Records for this task.

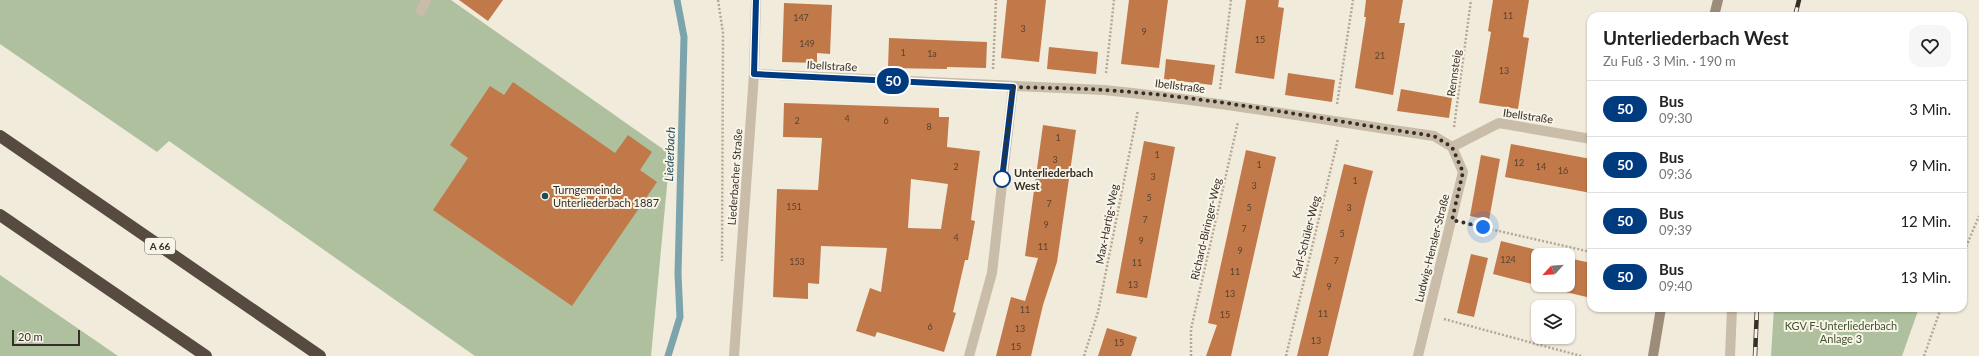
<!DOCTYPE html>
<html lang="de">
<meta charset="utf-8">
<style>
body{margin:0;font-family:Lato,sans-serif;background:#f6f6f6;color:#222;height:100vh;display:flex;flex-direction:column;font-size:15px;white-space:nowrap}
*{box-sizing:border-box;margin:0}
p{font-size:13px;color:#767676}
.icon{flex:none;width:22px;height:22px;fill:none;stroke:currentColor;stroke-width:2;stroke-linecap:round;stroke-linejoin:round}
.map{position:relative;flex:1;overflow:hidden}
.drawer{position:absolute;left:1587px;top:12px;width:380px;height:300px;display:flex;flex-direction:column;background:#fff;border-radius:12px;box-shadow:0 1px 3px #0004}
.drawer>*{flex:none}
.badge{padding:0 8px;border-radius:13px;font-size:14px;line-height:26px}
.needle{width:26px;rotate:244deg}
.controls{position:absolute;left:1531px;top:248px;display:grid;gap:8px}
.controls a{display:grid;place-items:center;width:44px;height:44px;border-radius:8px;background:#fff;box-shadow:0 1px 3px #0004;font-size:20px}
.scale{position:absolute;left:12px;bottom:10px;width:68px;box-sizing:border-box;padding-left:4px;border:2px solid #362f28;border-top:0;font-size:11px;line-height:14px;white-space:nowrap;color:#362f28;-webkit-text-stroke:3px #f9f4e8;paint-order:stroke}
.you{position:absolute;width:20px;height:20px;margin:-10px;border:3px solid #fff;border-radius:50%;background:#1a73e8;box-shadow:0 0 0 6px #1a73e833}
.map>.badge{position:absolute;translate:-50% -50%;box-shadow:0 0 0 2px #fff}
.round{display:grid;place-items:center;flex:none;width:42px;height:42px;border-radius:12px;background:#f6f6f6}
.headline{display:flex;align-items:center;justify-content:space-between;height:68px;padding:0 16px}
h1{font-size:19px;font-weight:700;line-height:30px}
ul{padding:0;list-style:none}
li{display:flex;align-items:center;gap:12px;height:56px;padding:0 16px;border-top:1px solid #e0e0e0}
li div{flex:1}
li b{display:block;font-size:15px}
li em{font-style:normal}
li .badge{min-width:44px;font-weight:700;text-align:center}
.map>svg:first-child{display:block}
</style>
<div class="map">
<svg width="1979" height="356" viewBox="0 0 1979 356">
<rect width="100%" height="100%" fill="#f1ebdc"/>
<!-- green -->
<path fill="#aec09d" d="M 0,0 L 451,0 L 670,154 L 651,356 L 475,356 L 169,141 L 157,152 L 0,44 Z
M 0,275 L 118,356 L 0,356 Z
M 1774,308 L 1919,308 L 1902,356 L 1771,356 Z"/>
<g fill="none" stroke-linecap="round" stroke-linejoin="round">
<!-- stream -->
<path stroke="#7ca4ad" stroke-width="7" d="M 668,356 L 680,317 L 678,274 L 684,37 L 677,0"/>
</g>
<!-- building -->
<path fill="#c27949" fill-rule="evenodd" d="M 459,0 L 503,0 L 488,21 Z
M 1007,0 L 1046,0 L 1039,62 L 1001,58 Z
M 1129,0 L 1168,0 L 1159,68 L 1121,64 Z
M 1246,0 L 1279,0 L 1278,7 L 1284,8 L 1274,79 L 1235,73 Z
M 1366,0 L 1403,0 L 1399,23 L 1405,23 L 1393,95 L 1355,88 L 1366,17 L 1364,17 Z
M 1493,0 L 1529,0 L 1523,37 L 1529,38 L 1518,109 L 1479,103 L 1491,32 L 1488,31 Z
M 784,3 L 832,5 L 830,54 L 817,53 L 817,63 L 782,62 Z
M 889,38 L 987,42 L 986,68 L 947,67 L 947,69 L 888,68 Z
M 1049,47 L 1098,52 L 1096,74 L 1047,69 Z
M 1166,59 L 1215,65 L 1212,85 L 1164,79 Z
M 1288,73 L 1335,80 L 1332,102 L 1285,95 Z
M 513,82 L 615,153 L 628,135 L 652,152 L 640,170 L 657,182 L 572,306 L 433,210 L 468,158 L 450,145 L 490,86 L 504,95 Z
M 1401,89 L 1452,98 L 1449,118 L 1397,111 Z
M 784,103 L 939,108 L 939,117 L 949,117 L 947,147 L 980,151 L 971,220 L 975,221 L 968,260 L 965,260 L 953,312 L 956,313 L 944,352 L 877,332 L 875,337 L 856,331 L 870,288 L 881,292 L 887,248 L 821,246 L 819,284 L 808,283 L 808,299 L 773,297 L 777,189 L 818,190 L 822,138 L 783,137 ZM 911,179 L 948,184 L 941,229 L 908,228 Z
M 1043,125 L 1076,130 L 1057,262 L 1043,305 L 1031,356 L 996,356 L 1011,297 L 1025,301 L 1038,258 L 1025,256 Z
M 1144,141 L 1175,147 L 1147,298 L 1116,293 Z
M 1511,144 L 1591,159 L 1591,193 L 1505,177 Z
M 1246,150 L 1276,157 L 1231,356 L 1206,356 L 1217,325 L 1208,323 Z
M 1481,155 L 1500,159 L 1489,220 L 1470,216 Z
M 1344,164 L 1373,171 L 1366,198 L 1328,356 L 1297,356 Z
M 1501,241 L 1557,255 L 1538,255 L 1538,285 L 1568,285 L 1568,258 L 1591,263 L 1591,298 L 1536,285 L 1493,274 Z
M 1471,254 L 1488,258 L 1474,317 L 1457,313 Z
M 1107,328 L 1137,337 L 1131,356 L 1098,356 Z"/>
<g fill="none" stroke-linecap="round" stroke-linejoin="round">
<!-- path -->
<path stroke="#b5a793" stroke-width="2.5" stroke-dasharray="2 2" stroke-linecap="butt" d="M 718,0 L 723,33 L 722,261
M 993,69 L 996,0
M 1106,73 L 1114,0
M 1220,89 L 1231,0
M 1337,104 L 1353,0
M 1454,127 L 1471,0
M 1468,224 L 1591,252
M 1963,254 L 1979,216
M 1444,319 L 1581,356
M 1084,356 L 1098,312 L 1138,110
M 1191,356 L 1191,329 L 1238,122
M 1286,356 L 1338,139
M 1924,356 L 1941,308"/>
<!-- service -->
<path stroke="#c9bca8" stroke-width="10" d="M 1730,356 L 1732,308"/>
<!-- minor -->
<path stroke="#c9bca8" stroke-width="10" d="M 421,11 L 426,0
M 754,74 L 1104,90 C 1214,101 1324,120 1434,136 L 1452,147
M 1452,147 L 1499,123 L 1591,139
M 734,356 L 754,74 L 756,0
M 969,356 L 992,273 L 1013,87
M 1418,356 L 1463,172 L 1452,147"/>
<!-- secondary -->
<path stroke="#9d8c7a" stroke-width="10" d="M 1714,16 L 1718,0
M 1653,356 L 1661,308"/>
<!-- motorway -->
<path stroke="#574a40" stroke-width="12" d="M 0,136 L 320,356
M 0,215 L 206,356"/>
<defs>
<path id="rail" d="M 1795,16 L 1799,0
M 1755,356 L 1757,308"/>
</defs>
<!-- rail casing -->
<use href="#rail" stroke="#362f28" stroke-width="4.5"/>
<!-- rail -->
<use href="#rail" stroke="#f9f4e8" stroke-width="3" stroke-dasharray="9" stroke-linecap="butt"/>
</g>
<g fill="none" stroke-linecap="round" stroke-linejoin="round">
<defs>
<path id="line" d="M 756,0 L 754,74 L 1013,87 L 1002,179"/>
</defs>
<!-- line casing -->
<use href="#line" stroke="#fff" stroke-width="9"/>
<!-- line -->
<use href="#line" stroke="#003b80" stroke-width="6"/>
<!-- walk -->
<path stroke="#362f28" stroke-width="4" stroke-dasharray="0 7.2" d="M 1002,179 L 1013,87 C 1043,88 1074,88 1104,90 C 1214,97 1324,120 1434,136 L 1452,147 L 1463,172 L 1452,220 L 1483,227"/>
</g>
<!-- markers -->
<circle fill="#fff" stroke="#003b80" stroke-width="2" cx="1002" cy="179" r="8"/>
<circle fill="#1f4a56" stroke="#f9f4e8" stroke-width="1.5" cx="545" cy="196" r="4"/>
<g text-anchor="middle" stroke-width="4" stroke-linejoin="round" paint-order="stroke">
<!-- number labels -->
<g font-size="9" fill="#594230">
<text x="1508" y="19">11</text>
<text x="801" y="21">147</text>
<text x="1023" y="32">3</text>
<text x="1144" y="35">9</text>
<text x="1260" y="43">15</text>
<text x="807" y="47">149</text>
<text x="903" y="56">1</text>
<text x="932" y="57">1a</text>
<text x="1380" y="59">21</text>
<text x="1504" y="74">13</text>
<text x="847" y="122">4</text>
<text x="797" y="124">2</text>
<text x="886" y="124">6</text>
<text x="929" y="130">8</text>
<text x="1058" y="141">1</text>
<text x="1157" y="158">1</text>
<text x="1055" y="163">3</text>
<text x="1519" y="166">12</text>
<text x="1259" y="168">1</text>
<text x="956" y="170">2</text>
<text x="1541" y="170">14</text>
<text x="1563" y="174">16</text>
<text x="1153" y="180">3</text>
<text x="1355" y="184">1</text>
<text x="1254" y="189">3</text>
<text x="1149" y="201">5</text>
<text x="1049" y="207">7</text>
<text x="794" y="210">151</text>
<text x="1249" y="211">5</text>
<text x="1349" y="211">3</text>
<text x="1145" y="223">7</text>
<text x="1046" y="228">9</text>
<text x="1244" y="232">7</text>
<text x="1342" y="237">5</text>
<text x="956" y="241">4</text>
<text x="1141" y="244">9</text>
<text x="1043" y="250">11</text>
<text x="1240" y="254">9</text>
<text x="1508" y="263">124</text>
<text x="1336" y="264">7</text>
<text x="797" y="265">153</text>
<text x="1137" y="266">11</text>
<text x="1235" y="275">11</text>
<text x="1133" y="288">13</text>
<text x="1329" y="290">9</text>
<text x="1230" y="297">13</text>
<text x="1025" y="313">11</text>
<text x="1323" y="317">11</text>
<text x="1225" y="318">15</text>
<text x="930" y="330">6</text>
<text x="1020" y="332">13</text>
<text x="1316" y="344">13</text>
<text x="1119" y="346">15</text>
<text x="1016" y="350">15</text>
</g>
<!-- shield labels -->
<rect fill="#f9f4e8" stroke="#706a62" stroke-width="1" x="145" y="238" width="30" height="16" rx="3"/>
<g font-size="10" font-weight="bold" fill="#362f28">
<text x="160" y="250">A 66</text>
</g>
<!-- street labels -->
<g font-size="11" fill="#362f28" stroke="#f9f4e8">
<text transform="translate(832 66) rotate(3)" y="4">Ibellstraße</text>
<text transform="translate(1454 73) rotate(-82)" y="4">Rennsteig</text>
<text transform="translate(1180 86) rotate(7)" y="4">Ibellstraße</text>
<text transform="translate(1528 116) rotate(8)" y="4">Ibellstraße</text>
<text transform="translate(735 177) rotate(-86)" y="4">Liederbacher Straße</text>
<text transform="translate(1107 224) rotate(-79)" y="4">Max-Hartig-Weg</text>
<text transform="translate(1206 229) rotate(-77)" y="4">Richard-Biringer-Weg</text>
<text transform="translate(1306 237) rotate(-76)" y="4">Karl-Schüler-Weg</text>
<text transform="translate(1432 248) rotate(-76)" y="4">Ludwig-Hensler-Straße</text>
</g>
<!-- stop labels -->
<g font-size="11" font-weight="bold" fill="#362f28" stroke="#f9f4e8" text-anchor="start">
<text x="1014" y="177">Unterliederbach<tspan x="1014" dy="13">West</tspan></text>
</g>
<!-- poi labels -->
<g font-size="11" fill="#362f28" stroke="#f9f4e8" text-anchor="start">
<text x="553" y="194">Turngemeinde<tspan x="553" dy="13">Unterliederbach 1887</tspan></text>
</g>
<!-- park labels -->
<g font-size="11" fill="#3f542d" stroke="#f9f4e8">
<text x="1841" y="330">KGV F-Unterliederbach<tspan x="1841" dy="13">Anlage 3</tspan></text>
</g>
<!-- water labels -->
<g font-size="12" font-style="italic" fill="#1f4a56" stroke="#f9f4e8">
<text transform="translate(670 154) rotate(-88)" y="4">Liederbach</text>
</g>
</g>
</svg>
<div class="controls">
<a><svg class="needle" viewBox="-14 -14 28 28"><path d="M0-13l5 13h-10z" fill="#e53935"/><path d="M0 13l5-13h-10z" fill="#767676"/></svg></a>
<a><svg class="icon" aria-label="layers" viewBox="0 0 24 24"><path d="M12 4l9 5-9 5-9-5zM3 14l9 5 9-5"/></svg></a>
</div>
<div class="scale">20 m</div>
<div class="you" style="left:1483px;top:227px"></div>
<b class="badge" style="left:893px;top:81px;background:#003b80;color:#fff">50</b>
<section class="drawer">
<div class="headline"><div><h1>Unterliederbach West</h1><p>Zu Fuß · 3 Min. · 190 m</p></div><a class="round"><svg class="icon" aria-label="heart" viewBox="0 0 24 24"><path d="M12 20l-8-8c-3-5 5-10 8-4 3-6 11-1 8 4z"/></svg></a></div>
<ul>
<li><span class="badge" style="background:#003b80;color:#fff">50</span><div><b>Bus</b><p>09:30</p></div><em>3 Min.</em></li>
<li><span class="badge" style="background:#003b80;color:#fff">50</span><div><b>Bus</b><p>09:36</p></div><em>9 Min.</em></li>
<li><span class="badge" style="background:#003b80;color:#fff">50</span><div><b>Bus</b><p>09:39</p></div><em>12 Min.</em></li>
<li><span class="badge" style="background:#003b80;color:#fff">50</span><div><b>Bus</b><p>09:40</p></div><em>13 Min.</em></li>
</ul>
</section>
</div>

Your objective. Determine the number of lines in the records that include the string "solid", and respond with that number only.

Output for this exercise. 3